*PROBLEM DETAILS:* Could you write out the lines below exactly, beginning with the first and finishing with the one that contains "position:relative; flex:1; overflow:hidden"?

*RECORDS SHOWN:*

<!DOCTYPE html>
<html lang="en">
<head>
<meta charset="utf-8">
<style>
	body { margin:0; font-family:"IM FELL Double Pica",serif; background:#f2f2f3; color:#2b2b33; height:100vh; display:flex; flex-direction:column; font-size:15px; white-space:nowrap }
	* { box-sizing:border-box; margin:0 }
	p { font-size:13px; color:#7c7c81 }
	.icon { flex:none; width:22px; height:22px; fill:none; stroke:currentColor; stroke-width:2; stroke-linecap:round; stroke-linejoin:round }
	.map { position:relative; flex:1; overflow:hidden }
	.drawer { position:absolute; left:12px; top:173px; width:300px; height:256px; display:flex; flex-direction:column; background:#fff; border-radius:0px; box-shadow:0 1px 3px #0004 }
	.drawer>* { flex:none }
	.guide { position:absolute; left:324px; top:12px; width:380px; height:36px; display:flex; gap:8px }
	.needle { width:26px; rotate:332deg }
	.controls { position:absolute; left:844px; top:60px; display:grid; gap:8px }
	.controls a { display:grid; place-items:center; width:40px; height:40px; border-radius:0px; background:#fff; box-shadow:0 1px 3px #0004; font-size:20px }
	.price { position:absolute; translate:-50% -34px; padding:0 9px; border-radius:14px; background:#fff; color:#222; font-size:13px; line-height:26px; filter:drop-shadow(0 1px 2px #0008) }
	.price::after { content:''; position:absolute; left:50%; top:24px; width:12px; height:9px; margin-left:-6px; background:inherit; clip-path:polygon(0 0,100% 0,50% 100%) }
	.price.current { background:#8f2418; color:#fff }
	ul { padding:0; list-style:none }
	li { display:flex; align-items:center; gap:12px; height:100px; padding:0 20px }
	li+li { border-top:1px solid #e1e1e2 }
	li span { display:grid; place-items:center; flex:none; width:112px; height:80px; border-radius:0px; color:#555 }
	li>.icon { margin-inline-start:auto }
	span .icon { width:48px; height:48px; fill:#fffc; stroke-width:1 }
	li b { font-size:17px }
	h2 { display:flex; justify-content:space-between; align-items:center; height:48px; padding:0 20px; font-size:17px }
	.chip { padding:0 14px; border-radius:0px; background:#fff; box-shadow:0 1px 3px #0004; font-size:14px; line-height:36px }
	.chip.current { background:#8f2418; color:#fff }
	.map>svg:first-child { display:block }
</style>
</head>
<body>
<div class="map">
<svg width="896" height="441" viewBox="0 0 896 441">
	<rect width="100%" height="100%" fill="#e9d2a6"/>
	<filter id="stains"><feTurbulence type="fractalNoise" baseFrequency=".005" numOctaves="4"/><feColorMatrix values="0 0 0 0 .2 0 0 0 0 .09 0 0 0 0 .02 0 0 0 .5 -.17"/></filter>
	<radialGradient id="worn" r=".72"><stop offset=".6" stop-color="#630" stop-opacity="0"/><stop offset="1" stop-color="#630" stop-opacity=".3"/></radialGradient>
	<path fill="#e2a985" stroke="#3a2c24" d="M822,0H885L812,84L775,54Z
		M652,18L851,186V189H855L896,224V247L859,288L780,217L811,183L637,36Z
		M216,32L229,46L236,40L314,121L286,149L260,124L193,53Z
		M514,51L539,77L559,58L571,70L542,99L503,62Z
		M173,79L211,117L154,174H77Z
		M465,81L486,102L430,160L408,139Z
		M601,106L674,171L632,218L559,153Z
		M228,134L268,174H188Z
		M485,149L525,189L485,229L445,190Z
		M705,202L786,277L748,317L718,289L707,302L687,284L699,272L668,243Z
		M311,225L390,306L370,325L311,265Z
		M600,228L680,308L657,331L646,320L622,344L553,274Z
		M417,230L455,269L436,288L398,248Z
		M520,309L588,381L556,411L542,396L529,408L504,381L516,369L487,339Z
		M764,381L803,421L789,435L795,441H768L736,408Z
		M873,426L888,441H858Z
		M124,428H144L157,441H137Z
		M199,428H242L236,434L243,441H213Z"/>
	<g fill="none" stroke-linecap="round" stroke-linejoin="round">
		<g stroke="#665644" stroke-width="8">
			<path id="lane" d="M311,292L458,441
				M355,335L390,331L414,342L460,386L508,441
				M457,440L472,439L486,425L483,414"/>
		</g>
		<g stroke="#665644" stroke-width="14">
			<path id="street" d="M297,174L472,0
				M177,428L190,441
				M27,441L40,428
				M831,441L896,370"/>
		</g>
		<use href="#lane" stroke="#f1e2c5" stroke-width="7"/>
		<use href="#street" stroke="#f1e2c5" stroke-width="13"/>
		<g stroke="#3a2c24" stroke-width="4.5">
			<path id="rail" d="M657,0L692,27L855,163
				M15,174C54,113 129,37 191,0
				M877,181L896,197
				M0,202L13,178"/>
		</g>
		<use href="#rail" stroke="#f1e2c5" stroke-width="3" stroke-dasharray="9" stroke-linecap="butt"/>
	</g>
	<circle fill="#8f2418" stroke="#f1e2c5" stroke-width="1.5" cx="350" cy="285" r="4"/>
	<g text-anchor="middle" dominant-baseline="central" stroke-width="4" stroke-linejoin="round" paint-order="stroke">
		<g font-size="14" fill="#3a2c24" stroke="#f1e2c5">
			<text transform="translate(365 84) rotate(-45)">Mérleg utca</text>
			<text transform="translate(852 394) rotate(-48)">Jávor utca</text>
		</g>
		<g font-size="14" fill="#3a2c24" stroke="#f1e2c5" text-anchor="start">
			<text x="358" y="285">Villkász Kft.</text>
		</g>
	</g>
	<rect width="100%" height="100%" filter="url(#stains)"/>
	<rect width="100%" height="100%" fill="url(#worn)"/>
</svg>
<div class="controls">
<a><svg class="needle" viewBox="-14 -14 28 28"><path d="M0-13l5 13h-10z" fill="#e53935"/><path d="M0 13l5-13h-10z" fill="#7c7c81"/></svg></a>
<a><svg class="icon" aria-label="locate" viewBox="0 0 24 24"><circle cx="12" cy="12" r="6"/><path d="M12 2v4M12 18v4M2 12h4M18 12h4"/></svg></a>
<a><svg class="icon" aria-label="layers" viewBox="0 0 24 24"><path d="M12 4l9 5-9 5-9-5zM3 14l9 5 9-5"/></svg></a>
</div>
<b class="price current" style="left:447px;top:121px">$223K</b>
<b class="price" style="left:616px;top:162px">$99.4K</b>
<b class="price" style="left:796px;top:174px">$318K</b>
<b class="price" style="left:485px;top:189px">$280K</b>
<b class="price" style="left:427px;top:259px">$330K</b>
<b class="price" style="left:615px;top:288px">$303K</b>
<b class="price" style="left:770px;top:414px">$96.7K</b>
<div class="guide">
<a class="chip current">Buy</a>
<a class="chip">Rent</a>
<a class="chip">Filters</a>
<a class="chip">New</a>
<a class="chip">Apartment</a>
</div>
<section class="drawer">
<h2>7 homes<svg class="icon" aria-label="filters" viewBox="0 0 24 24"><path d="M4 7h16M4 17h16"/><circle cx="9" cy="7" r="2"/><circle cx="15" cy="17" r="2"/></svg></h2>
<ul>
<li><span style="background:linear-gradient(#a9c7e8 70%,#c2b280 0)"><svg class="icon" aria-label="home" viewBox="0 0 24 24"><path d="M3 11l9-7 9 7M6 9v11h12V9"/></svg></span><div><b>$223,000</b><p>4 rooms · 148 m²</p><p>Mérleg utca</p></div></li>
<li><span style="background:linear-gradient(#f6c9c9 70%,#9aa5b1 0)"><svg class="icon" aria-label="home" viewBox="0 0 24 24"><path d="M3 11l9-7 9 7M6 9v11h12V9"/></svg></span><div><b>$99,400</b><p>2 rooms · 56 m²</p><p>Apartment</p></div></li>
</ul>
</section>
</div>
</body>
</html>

*SOLVED PROBLEM:*
<!DOCTYPE html>
<html lang="en">
<head>
<meta charset="utf-8">
<style>
	body { margin:0; font-family:"IM FELL Double Pica",serif; background:#f2f2f3; color:#2b2b33; height:100vh; display:flex; flex-direction:column; font-size:15px; white-space:nowrap }
	* { box-sizing:border-box; margin:0 }
	p { font-size:13px; color:#7c7c81 }
	.icon { flex:none; width:22px; height:22px; fill:none; stroke:currentColor; stroke-width:2; stroke-linecap:round; stroke-linejoin:round }
	.map { position:relative; flex:1; overflow:hidden }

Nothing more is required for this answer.